Études, avril 2025, par Antoine Corman

Écrivain et traducteur d’origine allemande, l’auteur […] propose, dans ces deux ouvrages, une profonde réflexion sur l’exil et ce qu’il appelle le « dédoublement linguistique », qui va bien au-delà du seul récit autobiographique. À l’âge de 10 ans, avec son frère qui en avait alors 14, ils sont envoyés par leurs parents, face à la montée du nazisme, d’abord en Italie, puis en France. « Quiconque a été contraint à l’exil n’en sort plus de toute sa vie. » C’est sur ce constat existentiel que s’ouvre le premier ouvrage, plus introspectif. En des pages émouvantes, le vieil homme se remet à hauteur de l’enfant emporté par le vent de l’histoire, quittant ses parents sur le quai d’une gare. La géographie du parcours, les détails les plus insignifiants, les sons, les odeurs, les premières impressions du pays d’accueil sont autant d’images « fantômes » qui viennent encore, quatre-vingts ans après, s’intercaler dans les images perceptives du présent. Et parmi les sons, le premier d’entre eux, la langue.
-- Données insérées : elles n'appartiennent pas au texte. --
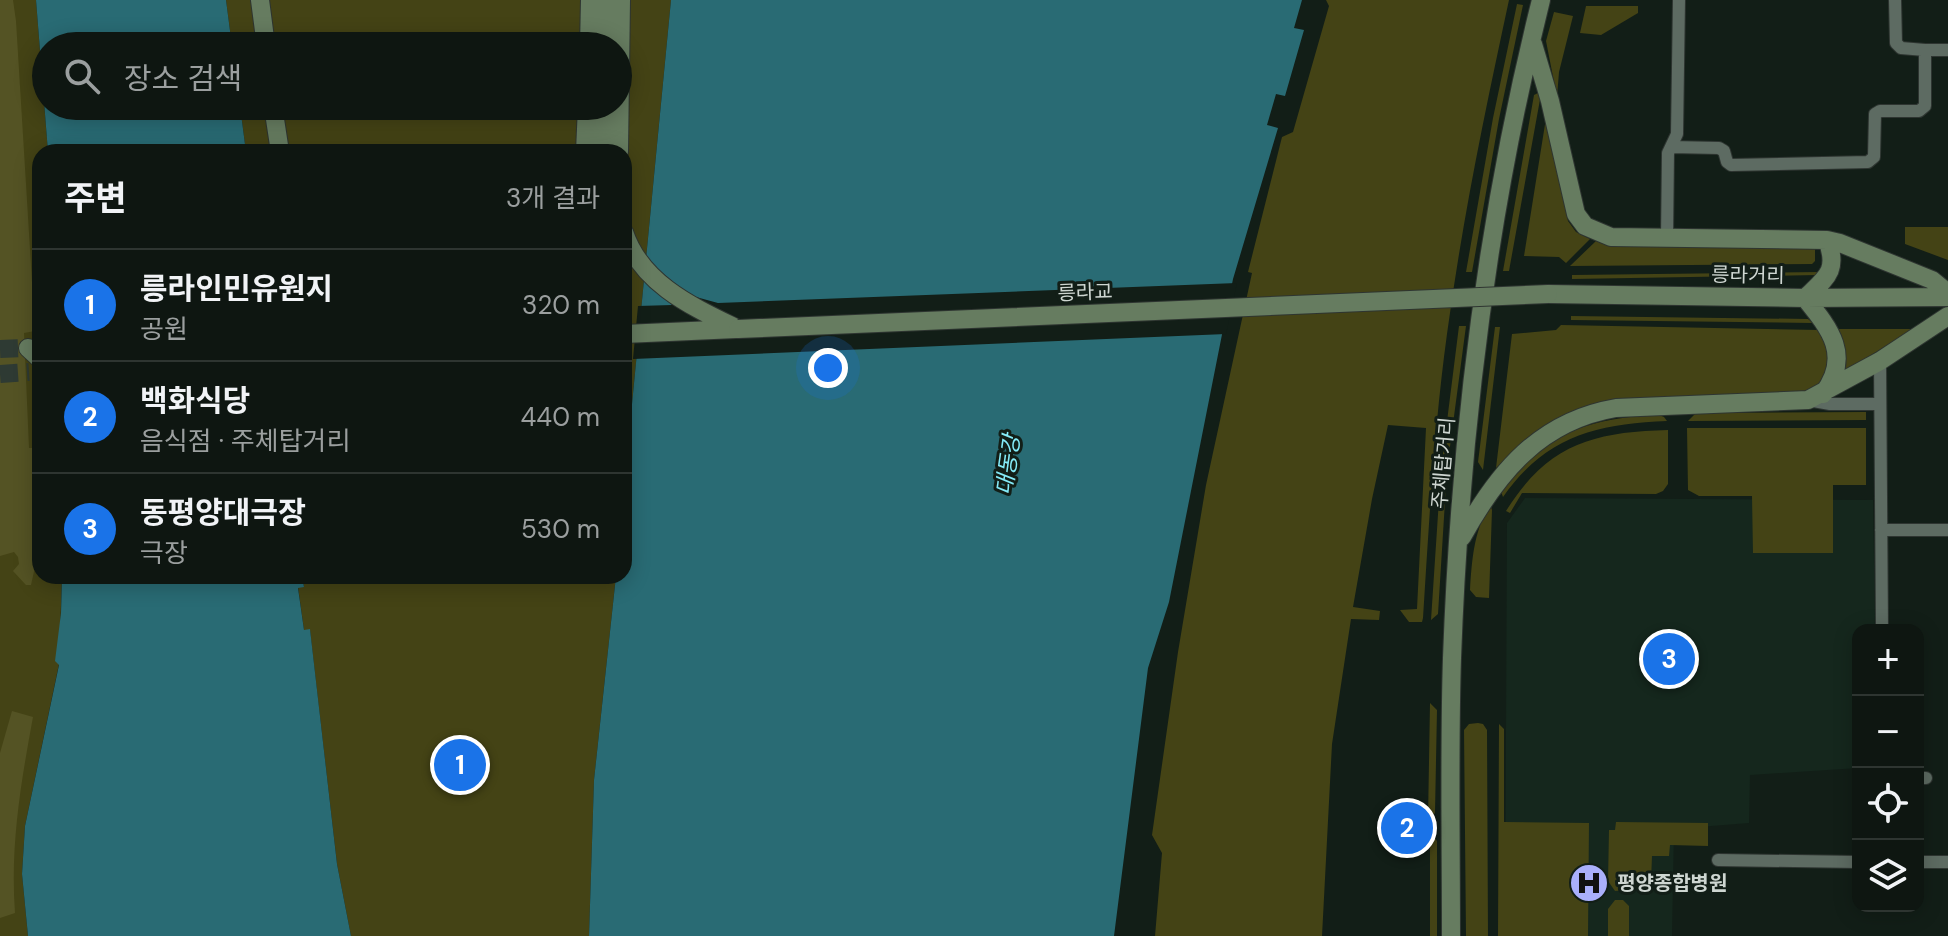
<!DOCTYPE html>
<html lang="ko">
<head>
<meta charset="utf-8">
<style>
	body { margin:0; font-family:"DM Sans","Noto Sans KR",sans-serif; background:#171f1a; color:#f1f3f6 }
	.controls { position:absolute; right:24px; bottom:24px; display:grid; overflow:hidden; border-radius:16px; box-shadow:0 4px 20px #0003 }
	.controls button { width:72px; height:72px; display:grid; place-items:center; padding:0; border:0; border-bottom:2px solid #2e3531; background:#0e1611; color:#f1f3f6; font:40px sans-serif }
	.you { position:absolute; left:828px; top:368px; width:28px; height:28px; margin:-20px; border:6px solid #fff; border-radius:50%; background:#1a73e8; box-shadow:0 0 0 12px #1a73e833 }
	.badge { display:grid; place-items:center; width:52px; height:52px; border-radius:50%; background:#1a73e8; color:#fff; font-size:26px; font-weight:700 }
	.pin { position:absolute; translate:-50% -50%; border:4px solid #fff; box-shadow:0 2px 8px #0006 }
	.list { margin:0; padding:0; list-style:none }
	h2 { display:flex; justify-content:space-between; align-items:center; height:104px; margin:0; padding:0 32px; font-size:34px }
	h2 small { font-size:26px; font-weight:400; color:#9b9f9f }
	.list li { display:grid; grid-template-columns:52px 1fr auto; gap:24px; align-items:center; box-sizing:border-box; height:112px; padding:0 32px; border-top:2px solid #2e3531 }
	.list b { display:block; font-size:30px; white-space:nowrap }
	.list p { margin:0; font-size:26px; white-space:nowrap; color:#9b9f9f }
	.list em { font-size:26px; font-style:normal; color:#9b9f9f }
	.icon { flex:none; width:44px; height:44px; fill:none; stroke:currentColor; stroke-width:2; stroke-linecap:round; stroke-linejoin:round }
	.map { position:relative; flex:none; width:1948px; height:936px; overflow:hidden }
	.search { position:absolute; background:#0e1611; box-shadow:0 4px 20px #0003; left:32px; top:32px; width:600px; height:88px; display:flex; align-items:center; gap:20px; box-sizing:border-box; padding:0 28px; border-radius:44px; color:#9b9f9f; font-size:30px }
	.panel { position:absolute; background:#0e1611; box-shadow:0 4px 20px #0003; left:32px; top:144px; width:600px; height:440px; border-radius:24px }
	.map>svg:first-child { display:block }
	.built { fill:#15271d }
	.green { fill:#444315 }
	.forest { fill:#545324 }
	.water { fill:#296b74 }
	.pier { fill:#121e17 }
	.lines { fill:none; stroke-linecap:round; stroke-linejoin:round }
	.secondary-tunnel { stroke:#2e3a33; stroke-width:18; stroke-dasharray:18 9; stroke-linecap:butt }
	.street-casing { stroke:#2e3531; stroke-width:14 }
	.secondary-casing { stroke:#2e3531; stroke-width:20 }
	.street { stroke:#5d6b62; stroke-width:12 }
	.secondary { stroke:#667c60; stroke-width:18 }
	.secondary-bridge-casing { stroke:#2e3531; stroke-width:20; stroke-linecap:butt }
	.secondary-bridge { stroke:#667c60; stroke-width:18 }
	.labels { text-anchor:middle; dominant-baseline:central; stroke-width:6; stroke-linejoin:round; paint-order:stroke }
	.street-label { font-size:20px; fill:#ced6d1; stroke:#121e17 }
	.poi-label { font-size:20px; font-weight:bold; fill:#ced6d1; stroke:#121e17; text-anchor:start }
	.water-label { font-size:22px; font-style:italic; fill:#85ecf9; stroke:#121e17 }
</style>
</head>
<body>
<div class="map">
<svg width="1948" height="936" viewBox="0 0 1948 936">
	<rect width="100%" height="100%" fill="#121e17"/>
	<path class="built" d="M1525,498L1873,500L1875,630H1858V768L1750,775L1749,823L1674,829L1672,936H1505L1507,523Z"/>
	<path class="green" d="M0,0H36L48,152H40V576H62L59,664L25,826L22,874L28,936H0Z
		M226,0H671L624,487V152H246L240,106H618V46H232Z
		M1326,0H1509C1485,111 1462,222 1447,334C1434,429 1429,523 1423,618L1422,622H1409L1400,610L1417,609L1426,428L1388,425L1372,499L1353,607L1380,611L1379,620L1351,619L1332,744L1322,936H1155L1162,853L1152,835L1178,652L1206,485L1252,273L1248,272L1249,268L1282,137L1293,132L1329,6Z
		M1517,4L1523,5L1499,119L1472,272H1466L1493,118Z
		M1586,6H1638V13L1601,35L1580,33Z
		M1554,12L1573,16L1559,72L1557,97L1546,41Z
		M1538,93L1541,94L1509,271H1503L1534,95Z
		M1546,118L1568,221L1576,232L1590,239L1566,263L1559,257L1524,256Z
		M1905,227H1948V260L1905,244Z
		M1596,241L1626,246L1815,247V261L1812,264L1570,266Z
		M1821,272L1818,275L1572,279V275Z
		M1571,316L1808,319L1813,323L1571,320Z
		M1561,325L1820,330C1834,358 1832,372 1810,393L1562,417L1532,434L1496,468L1512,334L1556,330Z
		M1459,326H1466L1447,469L1438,614L1431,620L1441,469Z
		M1495,327H1500L1483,470L1478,462Z
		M1835,329H1914L1843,372Z
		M1866,412V420L1688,421L1696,413Z
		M1659,415L1664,417L1667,421C1596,424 1546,436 1503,497L1500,489C1539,434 1594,417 1659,415Z
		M1687,428H1866V485H1833V553H1753L1752,496H1699L1688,490Z
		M1668,430V484L1663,491L1656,494L1522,493L1510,513L1506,511C1548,444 1593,432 1668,430Z
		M1490,503L1492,510L1489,598L1476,597L1470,590C1472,558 1474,532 1490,503Z
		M302,576H616L594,780L589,936H351L337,864L310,630H304L298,587H304Z
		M1430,703L1437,710L1435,813L1428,820Z
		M1478,723L1483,724L1487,730L1488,936H1466L1464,730L1469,724Z
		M1499,724L1504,729V822L1589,823L1588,936H1498Z
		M1616,822L1708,823V846L1670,845L1669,856H1652L1651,882L1646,889L1615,891L1608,881L1609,830H1615Z
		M1430,832L1437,841V936H1430Z
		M1615,900H1623L1629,906V936H1608V909Z"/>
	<path class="forest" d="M0,0H13L16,21L35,331L24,333L29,448H38L37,558L31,585H26L13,571L19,564L18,557L14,552L0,556Z
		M12,711L33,717C21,782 10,846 15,913L0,918V753Z"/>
	<path class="water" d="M36,0H226L232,46H46V106H240L246,152H48Z
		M671,0H1302L1294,28L1304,30L1285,96L1276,94L1267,125L1278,128L1233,279L1169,602L1148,668L1114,936H589L594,780L616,576H624V487Z
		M62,576H302L304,587L298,588L304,630L310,629L337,864L351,936H28L22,874L25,826L59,665L55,661L61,613Z"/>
	<path class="pier" d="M653,265L679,287L696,297L718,303L1237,283L1226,334L633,359L638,306L672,305L654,289Z"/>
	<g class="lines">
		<path class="secondary-tunnel" d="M0,349L28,348
			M0,374L29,372"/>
		<g class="street-casing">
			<path id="street" d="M1895,0L1896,43L1901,48L1925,50
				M1671,147L1719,148L1724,151L1727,162L1731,165L1868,162L1874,157L1875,114L1880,111H1919L1925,106V50H1948
				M1667,238L1668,153L1677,134L1679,0
				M1880,361L1882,630
				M1808,400L1830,404H1880
				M1881,530H1948
				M1918,778H1926
				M1718,860L1858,862
				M1918,862H1948"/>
		</g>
		<g class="secondary-casing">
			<path id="secondary" d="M260,0L266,46
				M1533,44L1550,101L1576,214L1585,226L1611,237L1827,240L1840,243L1932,280L1948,293
				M589,46L590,0
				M605,46L606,0
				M273,106L280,152
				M585,152L587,106
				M602,152L603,106
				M619,152L621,0
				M624,232C641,284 693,307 738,329
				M1548,294L1805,298L1948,297
				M1805,298C1830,329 1852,356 1823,394
				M1805,298C1826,278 1839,271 1827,240
				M624,334L736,329
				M28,348L40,359
				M1462,537C1498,472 1540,421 1616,408L1808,400L1880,361L1948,316
				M1451,936C1451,843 1449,751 1452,658C1460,437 1487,214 1541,0"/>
		</g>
		<use href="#street" class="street"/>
		<use href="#secondary" class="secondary"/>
		<g class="secondary-bridge-casing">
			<path id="secondary-bridge" d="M738,329L1548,294"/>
		</g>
		<use href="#secondary-bridge" class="secondary-bridge"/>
	</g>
	<defs>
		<g id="hospital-disc" transform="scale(2)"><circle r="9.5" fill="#aab0fb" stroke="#121e17"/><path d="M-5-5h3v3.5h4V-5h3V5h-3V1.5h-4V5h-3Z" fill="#111"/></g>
	</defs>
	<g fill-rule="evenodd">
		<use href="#hospital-disc" x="1589" y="883"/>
	</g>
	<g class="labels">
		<g class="street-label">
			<text transform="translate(1748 275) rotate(1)">릉라거리</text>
			<text transform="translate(1085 292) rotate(-2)">릉라교</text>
			<text transform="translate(1443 463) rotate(-85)">주체탑거리</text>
		</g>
		<g class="poi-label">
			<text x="1617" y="883">평양종합병원</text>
		</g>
		<g class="water-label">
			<text transform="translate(1008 465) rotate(-82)">대동강</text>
		</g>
	</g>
</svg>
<div class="controls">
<button>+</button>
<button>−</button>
<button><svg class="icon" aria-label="locate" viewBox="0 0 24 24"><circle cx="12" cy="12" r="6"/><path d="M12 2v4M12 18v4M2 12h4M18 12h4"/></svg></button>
<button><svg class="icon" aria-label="layers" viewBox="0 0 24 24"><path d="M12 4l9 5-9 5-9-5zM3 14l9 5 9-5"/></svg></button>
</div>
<div class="you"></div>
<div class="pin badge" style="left:460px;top:765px">1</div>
<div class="pin badge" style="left:1407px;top:828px">2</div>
<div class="pin badge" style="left:1669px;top:659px">3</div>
<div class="search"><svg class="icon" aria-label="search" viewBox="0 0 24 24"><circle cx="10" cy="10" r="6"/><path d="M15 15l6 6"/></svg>장소 검색</div>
<section class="panel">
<h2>주변<small>3개 결과</small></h2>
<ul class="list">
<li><span class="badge">1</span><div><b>릉라인민유원지</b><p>공원</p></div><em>320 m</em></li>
<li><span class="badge">2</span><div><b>백화식당</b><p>음식점 · 주체탑거리</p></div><em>440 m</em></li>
<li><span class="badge">3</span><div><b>동평양대극장</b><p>극장</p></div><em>530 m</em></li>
</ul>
</section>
</div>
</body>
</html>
Il y a celle que l’on quitte (mais qui ne vous quittera jamais), « infaillible », « d’une radicalité foncière qui peut facilement conduire au pire », et celle que l’on trouve, « libératrice », « la langue du salut », celle « où l’abstraction est presque naturelle ». L’exil est donc aussi intérieur. Le second ouvrage s’intéresse au parcours du frère aîné, qui rejoint la Résistance avant de s’engager dans l’armée française, une vie qui se voulait « comme une sorte de démenti infligé à l’Histoire ». Deux tempéraments, deux destins, unis dans une commune gratitude à l’égard du pays d’accueil.